400 tombe romane portate alla luce nella roccia a strapiombo. Dipinti parietali legati alla vite e all’uva. I gioielli

Alcune tombe avevano ancora corredi che includevano specchi, diademi, anelli, braccialetti, forcine per capelli, strumenti medici, cinture, coppe e lucerne, tutti elementi che fanno luce sulle persone sepolte nelle tombe, come il loro sesso, occupazione, abitudini ed epoca di sepoltura. Le testimonianze del culto cristiano

Una necropoli con 400 tombe di cultura romana, scavate nella roccia – molte delle quali dipinte – è stata portata alla luce da un’indagine archeologica estesa e sistematica, che si è conclusa nei giorni scorsi, a Blaundos – o Blaundus secondo la glossa antica – in Turchia. Secondo gli studiosi ci si troverebbe al cospetto di una delle più grandi necropoli del mondo con tombe a camera scavate nella roccia.

“Le tombe sono piene di sarcofagi, molti dei quali contengono i resti di più persone. Un indizio, questo, che fa pensare che le famiglie abbiano usato queste tombe per diverse generazioni – ha detto Birol Can, archeologo dell’Università di Uşak in Turchia e capo del progetto di scavo di Blaundos – Alcune tombe avevano ancora corredi che includevano specchi, diademi, anelli, braccialetti, forcine per capelli, strumenti medici, cinture, coppe e lucerne, tutti elementi che fanno luce sulle persone sepolte nelle tombe, come il loro sesso, occupazione, abitudini e l’epoca della sepoltura”.

Il nucleo cospicuo della città dei morti risale al III secolo dopo Cristo. Particolarmente interessanti le opere parietali, realizzate con colori vivaci, che creano l’immagine di una pergola ombrosa sotto alla quale riposavano le defunti, in tombe a camera che comunicavano tra loro, come abitazioni nelle quali le famiglie proseguivano la propria vita, in un’Aldilà configurato come un luogo di unione con chi si era perso. Gli archeologi hanno evidenziato il fatto che molte tombe familiari venivano ampliate, nel tempo, con gli scavi, attorno alla prima cavità realizzata per la tomba del “capostipite”.

La parete del canyon con gli accessi al sistema tombale.
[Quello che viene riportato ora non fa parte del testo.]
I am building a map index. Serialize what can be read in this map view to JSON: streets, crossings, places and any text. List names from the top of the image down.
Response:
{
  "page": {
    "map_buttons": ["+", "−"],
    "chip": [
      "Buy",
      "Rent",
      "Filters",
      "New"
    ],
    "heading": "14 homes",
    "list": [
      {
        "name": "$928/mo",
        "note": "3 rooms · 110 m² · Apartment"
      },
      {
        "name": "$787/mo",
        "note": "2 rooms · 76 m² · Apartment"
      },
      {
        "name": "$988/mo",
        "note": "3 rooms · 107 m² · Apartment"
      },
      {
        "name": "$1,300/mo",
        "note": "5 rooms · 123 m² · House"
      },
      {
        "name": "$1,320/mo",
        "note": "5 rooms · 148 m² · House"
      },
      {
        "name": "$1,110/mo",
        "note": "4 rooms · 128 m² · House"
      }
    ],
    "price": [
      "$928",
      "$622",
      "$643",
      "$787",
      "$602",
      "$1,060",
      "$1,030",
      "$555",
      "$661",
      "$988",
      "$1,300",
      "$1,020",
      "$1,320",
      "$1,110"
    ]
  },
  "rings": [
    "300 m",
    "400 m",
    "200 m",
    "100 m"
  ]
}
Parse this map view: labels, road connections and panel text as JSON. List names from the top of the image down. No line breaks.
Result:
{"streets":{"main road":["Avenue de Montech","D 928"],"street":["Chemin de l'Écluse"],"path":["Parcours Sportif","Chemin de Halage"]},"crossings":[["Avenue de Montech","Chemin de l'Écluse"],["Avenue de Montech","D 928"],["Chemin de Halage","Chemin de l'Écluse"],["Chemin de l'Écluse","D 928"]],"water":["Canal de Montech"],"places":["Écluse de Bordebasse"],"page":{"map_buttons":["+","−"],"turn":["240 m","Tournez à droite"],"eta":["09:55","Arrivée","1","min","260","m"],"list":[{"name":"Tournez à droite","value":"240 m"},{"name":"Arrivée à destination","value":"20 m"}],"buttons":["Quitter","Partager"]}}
Un luogo che ha esposto gli archeologi a molti rischi di caduta

Le sepolture ad inumazione – che superano l’incinerazione – e il motivo dell’uva come fonte di Resurrezione e i richiami evangelici al tralcio e alla vite potrebbero portare a focalizzare elementi culturalmente importanti legati alla precoce interazione, in Anatolia – regione nella quale sorgeva Blaundos – del mondo cristiano con quello romano.

L’Anatolia, regione che – come dicevamo comprende Blaundos – è stata infatti una delle prime aree di diffusione del Cristianesimo. San Paolo, uno dei più grandi apostoli della Chiesa, era nato in Anatolia; tra le sue lettere alcune sono dirette a chiese anatoliche quali Efeso e Colosse. San Giovanni Apostolo nel suo libro dell’Apocalisse scrive a sette chiese al tempo esistenti – Efeso, Pergamo, Tiatira, Filadelfia, Sardi, Laodicea e Smirne – che rivelano una forte concentrazione di cristiani nell’area. Nell’antichità la regione fu sede dei primi, decisivi, concili ecumenici. Secondo un’antica tradizione, la Madre di Gesù avrebbe abitato negli ultimi anni di vita in una casa a nove chilometri a sud di Efeso. Siamo quindi in una regione fondamentale per lo sviluppo del Cristianesimo.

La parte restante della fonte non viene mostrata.